Work item => The answer must be only the lines below from the one holding "Quick job: Serialize" down to the one holding "Summarize the content of the screenshot", ends included, printed exactly; please omit all pictures.

The records =>
[Start of section]

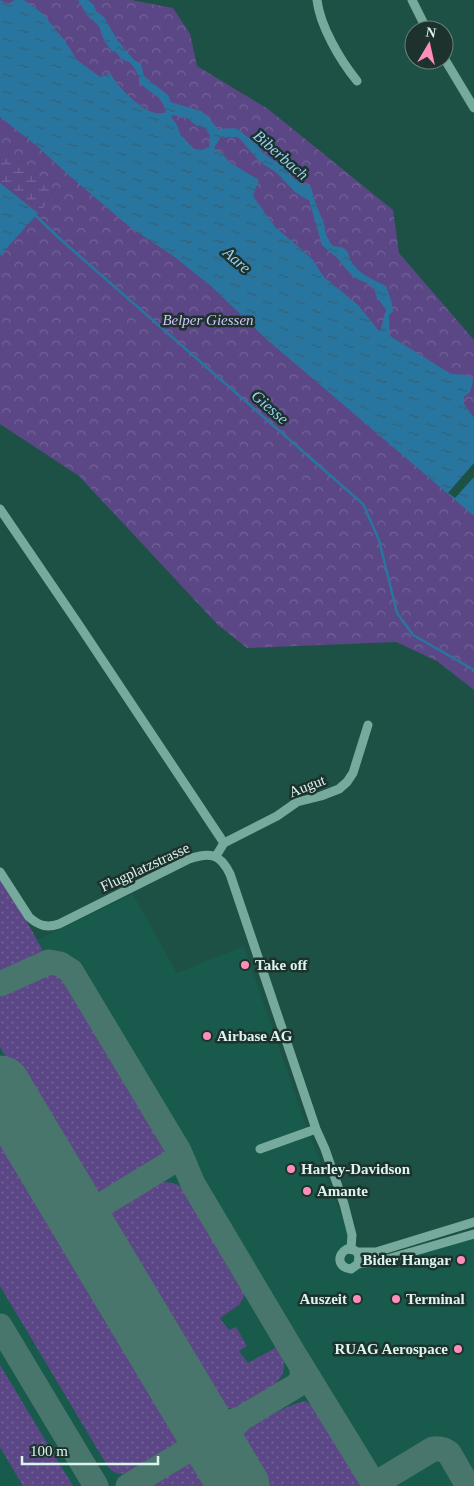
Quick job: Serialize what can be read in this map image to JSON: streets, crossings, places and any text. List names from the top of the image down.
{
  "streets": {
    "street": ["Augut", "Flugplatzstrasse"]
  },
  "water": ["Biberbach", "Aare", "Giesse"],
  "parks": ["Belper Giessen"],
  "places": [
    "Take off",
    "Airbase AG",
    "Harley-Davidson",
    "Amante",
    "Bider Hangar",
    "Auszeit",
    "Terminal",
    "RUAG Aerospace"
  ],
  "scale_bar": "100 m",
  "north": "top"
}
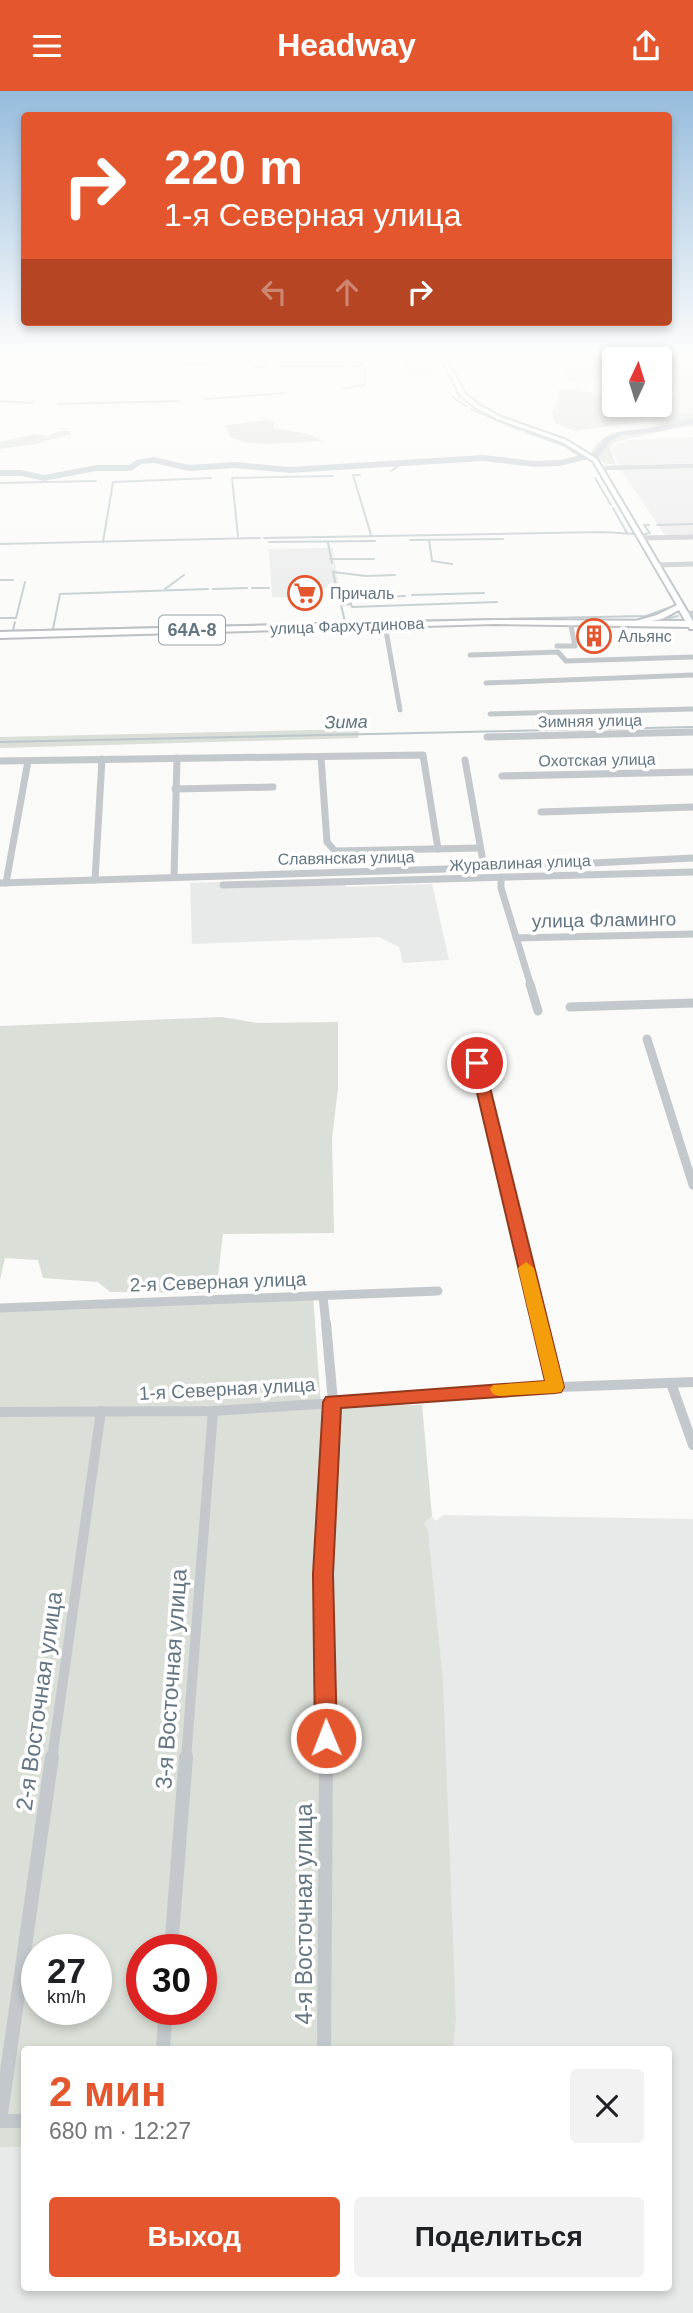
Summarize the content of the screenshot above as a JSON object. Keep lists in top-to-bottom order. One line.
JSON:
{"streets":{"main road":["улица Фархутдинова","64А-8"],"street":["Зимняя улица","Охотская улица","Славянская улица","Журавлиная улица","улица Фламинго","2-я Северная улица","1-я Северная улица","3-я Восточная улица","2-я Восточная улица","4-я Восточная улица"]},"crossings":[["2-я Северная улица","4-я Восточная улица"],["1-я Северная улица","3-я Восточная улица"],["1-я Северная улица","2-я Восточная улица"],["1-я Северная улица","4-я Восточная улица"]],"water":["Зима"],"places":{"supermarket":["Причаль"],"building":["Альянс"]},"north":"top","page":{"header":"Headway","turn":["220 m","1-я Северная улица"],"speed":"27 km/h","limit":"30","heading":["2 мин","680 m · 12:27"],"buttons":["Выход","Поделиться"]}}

[End of section]
[Start of section]

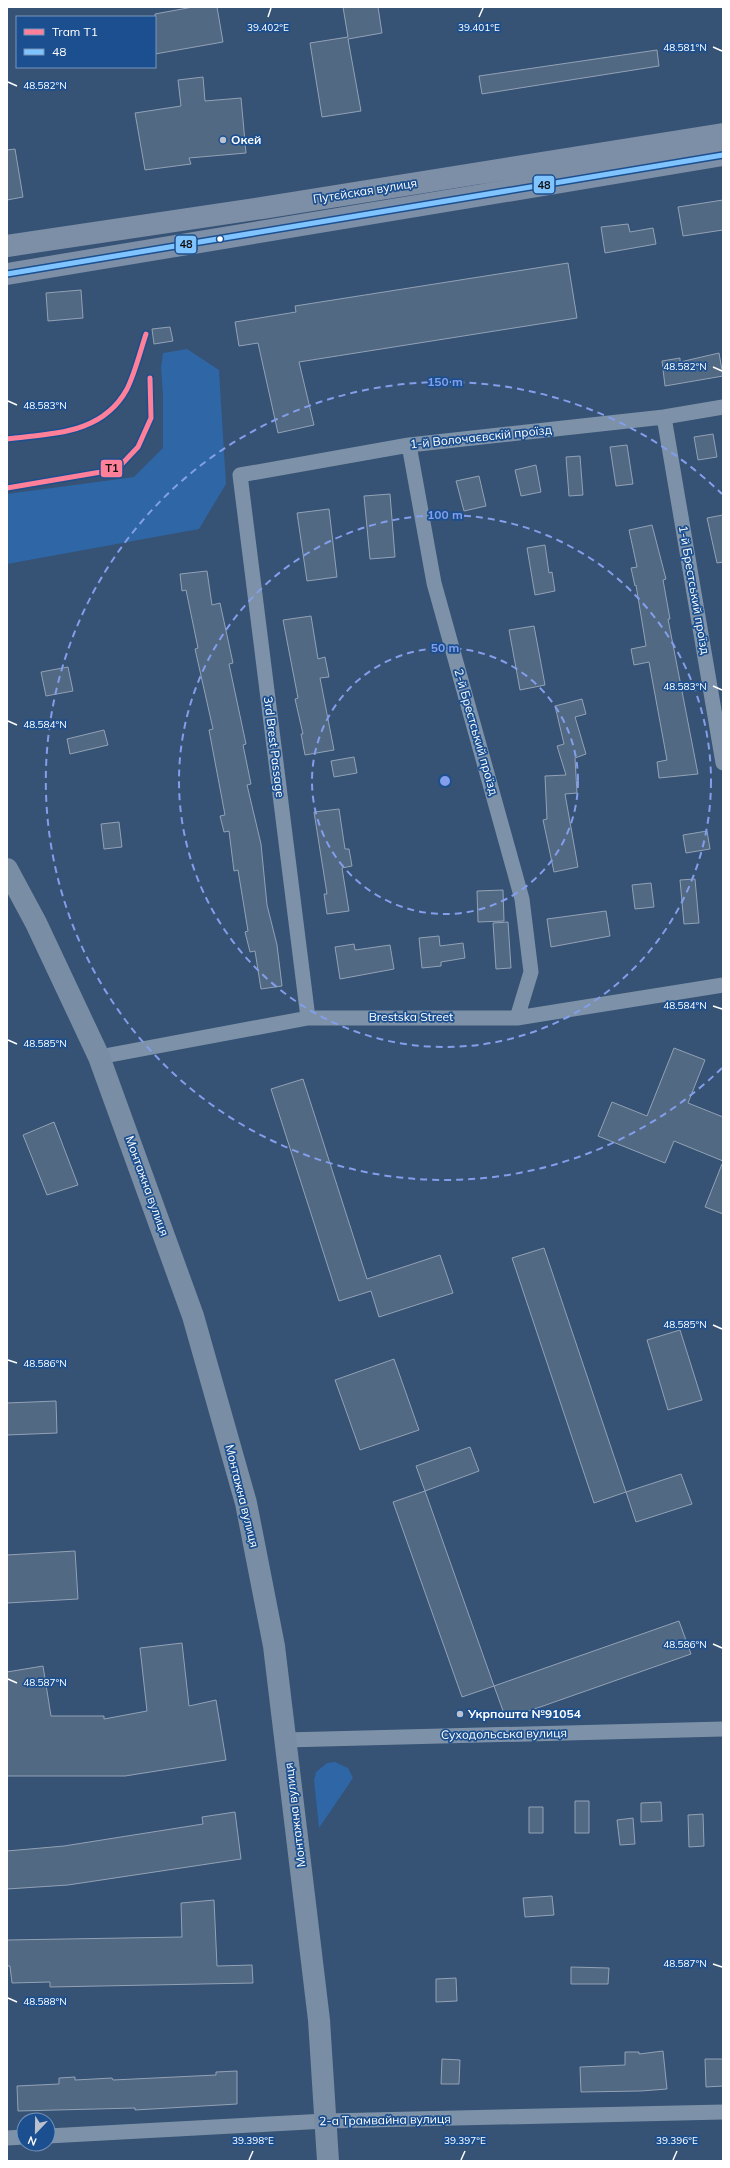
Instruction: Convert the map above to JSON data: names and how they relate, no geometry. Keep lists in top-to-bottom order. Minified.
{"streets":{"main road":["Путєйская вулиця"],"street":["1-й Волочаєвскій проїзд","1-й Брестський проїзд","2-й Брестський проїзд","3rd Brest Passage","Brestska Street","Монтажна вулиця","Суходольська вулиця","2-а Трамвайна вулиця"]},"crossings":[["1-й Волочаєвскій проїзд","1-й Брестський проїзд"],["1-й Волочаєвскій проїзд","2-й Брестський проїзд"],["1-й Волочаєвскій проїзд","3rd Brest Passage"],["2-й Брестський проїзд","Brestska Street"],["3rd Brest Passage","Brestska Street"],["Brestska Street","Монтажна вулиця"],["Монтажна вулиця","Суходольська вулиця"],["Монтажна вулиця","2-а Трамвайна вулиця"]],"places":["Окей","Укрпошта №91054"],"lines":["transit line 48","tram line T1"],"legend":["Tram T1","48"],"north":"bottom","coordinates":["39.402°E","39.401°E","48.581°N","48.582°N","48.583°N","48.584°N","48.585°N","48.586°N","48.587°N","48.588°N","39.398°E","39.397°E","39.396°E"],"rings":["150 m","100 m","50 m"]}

[End of section]
[Start of section]

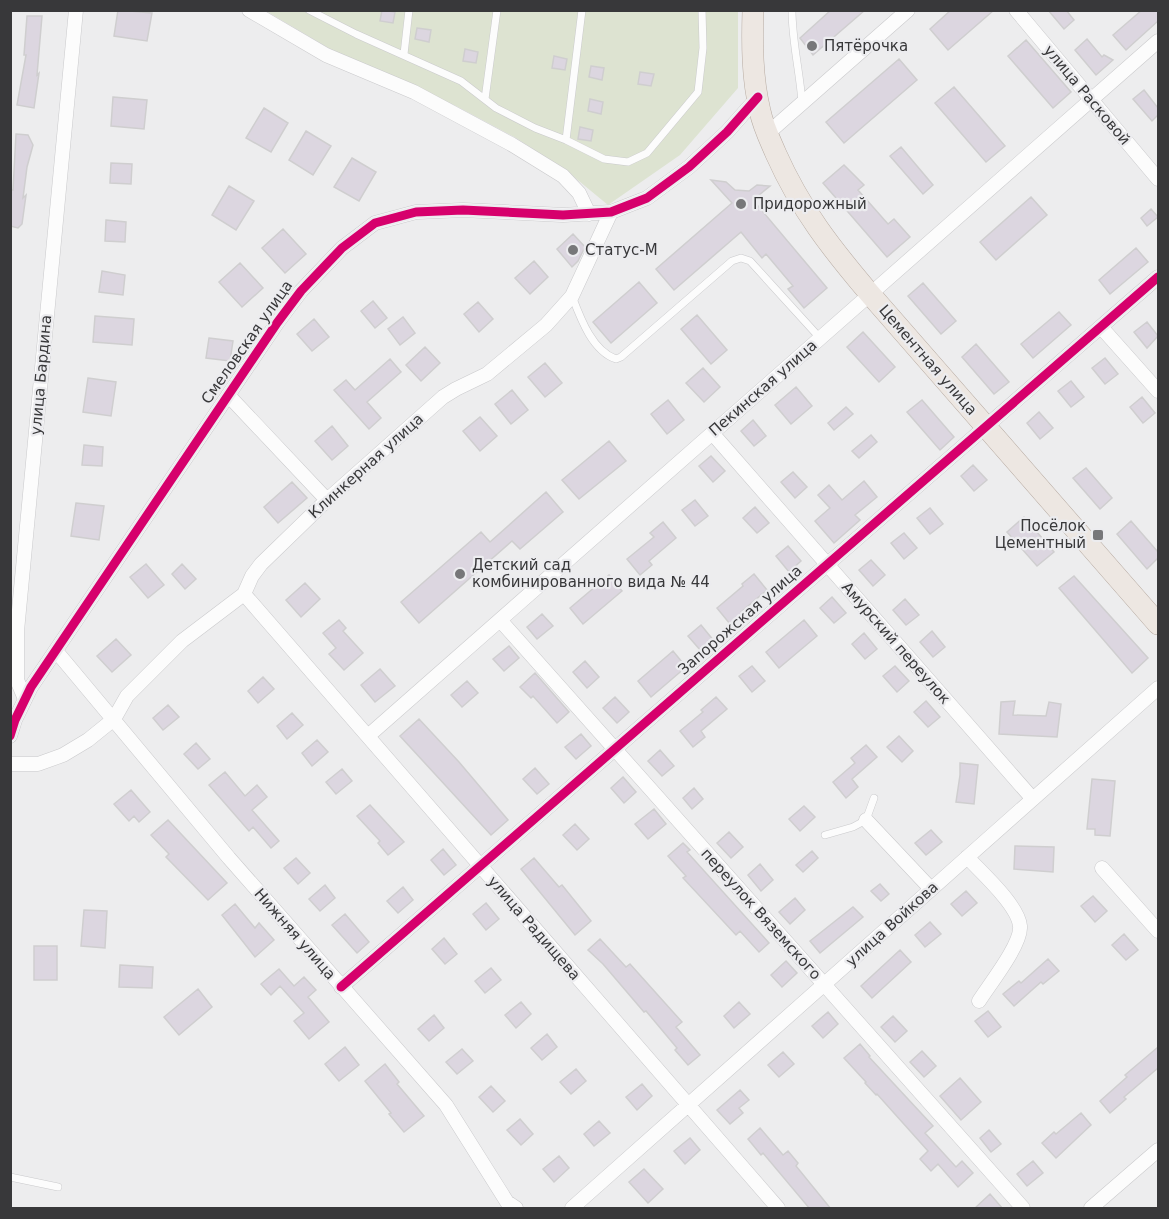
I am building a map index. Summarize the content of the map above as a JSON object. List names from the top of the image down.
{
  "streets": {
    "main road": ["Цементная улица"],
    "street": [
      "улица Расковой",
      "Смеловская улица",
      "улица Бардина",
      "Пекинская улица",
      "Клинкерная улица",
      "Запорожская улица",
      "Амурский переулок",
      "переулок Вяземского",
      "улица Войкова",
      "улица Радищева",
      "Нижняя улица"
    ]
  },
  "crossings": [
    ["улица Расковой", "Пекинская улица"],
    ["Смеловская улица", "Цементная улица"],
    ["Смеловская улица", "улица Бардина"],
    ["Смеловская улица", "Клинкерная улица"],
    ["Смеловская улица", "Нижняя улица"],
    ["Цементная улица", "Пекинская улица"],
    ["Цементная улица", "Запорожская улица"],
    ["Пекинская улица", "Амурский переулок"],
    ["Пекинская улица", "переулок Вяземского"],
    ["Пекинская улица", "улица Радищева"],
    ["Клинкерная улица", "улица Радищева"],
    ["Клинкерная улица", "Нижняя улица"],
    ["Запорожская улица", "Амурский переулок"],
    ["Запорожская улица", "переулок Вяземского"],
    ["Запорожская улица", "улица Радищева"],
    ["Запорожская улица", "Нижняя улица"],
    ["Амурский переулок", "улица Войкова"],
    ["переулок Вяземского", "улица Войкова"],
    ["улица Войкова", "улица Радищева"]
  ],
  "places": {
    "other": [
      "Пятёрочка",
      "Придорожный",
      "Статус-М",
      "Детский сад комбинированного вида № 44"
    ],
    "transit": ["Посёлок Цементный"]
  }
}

[End of section]

Written answer =>
Quick job: Serialize what can be read in this map image to JSON: streets, crossings, places and any text. List names from the top of the image down.
{
  "streets": {
    "street": ["Augut", "Flugplatzstrasse"]
  },
  "water": ["Biberbach", "Aare", "Giesse"],
  "parks": ["Belper Giessen"],
  "places": [
    "Take off",
    "Airbase AG",
    "Harley-Davidson",
    "Amante",
    "Bider Hangar",
    "Auszeit",
    "Terminal",
    "RUAG Aerospace"
  ],
  "scale_bar": "100 m",
  "north": "top"
}
Summarize the content of the screenshot above as a JSON object. Keep lists in top-to-bottom order. One line.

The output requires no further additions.